Di MotoGP Prancis Muncul Pemenang Keempat Berbeda Musim Ini?
Minggu, 14 Mei 2017 - 12:25 WIB
Di MotoGP Prancis Muncul Pemenang Keempat Berbeda Musim Ini?
A
A
A
LE MANS - MotoGP 2016 menyimpan sebuah histori tersendiri. Itu berkat munculnya 9 pembalap berbeda yang mampu memenangkan lomba dalam semusim, dengan sisi lainnya adalah rekor untuk pertama kalinya 8 pembalap berbeda memenangkan 8 lomba secara beruntun.

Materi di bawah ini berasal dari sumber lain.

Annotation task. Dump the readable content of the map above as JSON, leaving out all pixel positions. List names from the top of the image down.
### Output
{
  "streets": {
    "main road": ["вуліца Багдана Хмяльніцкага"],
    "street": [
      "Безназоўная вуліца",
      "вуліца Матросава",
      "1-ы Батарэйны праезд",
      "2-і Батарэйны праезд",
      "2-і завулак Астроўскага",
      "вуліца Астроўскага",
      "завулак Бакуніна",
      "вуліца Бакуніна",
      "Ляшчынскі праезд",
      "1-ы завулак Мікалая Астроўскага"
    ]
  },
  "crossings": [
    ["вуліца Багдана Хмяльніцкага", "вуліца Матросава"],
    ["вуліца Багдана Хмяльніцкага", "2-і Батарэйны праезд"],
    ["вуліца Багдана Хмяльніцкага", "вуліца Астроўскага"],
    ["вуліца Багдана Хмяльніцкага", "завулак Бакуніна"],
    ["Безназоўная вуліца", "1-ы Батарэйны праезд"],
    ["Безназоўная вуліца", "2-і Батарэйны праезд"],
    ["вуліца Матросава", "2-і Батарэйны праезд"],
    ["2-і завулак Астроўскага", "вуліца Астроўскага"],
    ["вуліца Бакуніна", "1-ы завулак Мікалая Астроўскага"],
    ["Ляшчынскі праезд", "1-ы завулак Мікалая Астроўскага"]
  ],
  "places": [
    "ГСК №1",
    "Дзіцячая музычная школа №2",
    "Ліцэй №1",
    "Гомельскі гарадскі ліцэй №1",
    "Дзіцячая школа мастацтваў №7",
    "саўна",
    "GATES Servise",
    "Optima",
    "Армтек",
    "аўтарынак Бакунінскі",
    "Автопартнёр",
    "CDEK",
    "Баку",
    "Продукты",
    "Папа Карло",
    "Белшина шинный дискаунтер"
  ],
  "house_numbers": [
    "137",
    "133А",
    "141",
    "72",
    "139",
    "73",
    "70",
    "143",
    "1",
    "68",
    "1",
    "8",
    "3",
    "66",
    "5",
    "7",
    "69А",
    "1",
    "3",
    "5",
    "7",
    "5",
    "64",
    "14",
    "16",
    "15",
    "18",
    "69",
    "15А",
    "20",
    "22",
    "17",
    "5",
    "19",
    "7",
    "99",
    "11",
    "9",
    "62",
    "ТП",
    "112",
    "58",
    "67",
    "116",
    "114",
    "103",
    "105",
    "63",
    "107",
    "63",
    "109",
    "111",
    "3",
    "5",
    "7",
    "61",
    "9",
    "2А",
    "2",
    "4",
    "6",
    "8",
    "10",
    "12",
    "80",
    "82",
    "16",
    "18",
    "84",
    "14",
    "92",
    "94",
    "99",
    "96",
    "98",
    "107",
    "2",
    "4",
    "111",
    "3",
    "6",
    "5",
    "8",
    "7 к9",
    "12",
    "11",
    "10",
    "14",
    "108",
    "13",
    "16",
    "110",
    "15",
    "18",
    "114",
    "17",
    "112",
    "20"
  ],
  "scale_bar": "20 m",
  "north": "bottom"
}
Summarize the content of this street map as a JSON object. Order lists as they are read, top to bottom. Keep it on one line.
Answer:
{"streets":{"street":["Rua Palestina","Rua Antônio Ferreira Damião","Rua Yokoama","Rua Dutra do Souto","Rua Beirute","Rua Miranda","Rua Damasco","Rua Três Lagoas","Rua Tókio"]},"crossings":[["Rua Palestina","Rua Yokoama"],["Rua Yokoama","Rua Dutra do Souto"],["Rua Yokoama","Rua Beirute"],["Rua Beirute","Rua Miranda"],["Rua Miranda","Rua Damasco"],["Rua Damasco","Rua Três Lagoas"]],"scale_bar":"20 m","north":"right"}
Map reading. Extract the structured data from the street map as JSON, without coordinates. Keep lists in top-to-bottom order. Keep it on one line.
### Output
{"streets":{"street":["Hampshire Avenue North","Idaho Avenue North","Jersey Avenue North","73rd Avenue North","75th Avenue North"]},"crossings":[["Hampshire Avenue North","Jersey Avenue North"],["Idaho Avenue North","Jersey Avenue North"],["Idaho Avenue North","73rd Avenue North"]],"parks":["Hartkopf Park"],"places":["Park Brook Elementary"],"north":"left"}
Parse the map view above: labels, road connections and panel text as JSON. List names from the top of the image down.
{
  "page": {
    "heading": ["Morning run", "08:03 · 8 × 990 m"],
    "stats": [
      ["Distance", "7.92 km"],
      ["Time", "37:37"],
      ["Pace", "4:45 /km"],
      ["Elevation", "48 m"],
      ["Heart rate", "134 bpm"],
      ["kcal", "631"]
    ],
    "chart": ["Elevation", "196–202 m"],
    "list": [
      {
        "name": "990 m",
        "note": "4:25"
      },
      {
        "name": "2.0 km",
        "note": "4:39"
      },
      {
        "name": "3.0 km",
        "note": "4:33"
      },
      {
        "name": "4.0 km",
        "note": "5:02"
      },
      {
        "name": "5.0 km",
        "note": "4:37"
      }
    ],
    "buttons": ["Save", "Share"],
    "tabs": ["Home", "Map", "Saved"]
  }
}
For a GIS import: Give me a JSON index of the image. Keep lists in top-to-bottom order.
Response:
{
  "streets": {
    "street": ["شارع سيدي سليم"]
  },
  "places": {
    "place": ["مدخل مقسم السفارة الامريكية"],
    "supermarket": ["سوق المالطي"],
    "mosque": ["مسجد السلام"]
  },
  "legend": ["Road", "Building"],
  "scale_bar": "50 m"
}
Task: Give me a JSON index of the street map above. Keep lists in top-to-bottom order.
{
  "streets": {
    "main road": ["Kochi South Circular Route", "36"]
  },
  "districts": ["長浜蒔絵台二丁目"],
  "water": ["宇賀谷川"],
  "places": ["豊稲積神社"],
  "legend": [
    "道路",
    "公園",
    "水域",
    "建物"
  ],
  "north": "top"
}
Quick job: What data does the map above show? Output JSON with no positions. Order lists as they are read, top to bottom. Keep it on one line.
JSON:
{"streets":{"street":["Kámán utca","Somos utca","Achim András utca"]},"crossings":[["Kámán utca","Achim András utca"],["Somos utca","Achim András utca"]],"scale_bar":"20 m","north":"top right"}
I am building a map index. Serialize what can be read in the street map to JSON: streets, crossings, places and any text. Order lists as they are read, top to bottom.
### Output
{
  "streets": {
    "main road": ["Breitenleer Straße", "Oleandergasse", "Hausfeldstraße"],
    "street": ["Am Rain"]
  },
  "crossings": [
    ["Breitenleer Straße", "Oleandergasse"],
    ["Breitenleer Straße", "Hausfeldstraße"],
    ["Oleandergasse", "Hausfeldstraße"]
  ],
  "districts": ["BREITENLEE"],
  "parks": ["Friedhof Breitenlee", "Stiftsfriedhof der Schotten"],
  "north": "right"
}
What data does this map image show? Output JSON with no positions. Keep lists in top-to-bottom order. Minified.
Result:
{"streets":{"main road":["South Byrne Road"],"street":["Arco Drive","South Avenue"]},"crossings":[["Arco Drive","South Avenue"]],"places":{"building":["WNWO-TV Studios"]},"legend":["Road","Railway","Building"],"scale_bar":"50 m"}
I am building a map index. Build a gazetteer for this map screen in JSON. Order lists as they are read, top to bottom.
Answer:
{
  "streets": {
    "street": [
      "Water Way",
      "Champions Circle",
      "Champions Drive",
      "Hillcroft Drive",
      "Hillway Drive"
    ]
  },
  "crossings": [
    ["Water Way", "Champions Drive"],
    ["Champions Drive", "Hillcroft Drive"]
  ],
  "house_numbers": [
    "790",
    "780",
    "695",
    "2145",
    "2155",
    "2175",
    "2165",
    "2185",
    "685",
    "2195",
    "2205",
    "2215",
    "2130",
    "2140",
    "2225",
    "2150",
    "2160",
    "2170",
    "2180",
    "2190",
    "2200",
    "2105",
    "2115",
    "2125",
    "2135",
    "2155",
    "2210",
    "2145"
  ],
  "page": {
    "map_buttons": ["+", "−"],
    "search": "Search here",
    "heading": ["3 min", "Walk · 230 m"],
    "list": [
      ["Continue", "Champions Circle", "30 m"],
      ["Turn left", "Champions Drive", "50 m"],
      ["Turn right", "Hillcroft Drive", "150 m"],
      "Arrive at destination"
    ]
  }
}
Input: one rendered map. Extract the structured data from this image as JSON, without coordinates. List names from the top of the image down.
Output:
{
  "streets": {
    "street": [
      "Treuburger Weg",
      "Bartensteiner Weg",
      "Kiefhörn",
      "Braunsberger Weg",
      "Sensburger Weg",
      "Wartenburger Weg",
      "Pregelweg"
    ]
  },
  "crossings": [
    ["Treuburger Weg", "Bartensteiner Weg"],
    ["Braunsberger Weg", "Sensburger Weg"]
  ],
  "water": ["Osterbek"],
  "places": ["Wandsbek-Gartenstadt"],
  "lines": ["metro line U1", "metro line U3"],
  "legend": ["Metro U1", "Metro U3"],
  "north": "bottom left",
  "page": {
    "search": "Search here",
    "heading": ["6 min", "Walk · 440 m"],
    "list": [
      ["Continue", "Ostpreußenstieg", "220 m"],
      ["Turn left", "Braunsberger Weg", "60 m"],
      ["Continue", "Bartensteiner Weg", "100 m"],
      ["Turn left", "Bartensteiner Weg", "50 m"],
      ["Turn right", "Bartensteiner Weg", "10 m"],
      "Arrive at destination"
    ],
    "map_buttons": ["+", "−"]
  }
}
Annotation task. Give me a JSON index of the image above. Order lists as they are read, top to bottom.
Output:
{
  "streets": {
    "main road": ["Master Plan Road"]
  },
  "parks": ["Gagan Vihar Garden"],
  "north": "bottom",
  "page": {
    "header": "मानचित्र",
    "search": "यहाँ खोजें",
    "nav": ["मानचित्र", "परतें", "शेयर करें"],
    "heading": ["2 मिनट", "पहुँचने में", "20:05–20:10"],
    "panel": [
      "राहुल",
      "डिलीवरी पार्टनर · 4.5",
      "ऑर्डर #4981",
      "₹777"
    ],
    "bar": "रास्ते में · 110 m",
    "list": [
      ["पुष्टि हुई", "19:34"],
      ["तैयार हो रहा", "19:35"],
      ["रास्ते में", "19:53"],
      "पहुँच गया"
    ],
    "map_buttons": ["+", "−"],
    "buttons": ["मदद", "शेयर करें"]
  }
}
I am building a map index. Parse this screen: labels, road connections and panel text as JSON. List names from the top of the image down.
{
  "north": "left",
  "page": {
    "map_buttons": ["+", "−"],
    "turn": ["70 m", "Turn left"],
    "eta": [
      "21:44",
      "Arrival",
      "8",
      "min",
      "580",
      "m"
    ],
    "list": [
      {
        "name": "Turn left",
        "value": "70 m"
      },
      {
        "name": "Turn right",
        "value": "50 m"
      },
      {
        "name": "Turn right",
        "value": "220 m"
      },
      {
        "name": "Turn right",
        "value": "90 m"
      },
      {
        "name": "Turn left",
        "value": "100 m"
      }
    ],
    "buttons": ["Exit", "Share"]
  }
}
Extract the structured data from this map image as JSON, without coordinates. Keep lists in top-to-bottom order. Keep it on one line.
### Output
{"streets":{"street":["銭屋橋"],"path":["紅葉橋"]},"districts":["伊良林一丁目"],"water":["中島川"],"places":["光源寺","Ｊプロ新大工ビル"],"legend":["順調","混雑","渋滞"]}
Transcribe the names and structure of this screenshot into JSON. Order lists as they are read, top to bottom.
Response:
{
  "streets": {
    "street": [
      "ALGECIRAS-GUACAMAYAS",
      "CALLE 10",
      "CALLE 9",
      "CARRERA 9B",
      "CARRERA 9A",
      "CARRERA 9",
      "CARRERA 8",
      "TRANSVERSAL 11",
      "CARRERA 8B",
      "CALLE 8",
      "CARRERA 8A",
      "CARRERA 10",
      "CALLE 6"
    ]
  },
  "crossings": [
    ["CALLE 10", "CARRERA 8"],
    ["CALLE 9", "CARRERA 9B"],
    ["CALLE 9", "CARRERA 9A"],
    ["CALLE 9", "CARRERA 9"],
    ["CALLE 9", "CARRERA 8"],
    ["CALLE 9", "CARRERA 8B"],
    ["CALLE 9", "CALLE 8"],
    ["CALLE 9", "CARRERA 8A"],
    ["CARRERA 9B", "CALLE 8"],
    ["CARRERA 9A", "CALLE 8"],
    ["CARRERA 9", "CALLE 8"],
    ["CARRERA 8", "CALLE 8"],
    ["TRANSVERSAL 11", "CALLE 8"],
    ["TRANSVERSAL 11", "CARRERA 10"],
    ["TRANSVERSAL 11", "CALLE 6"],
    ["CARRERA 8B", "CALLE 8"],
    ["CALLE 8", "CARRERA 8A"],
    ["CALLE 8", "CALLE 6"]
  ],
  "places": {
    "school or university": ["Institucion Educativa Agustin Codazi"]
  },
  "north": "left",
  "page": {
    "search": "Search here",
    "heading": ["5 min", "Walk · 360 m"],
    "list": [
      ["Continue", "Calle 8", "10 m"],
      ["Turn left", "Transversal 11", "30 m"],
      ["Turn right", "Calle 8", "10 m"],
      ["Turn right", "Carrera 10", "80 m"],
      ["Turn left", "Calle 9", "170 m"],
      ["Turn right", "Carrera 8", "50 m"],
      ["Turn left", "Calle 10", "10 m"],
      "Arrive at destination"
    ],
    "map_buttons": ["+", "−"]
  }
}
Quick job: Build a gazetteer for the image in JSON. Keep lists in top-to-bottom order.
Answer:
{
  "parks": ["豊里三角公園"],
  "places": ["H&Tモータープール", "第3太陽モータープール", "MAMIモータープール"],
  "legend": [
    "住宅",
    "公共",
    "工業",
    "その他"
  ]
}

Sebelum Andrea Dovizioso jadi pembalap ke-9 yang bisa menang di MotoGP 2016. Mulai seri keenam di Mugello, hingga seri ke-13 di San Marino. Tercatat ada 8 pembalap berbeda yang finis terdepan di setiap lomba tersebut.
Dimulai dari Jorge Lorenzo di MotoGP Mugello, Valentino Rossi di Catalunya, Jack Miller di Assen, Marc Marquez di Sachsenring. Kemudian Andrea Iannone di Red Bull Ring, Cal Crutchlow di Brno, Maverick Vinales di Silverstone, hingga Dani Pedrosa di Misano.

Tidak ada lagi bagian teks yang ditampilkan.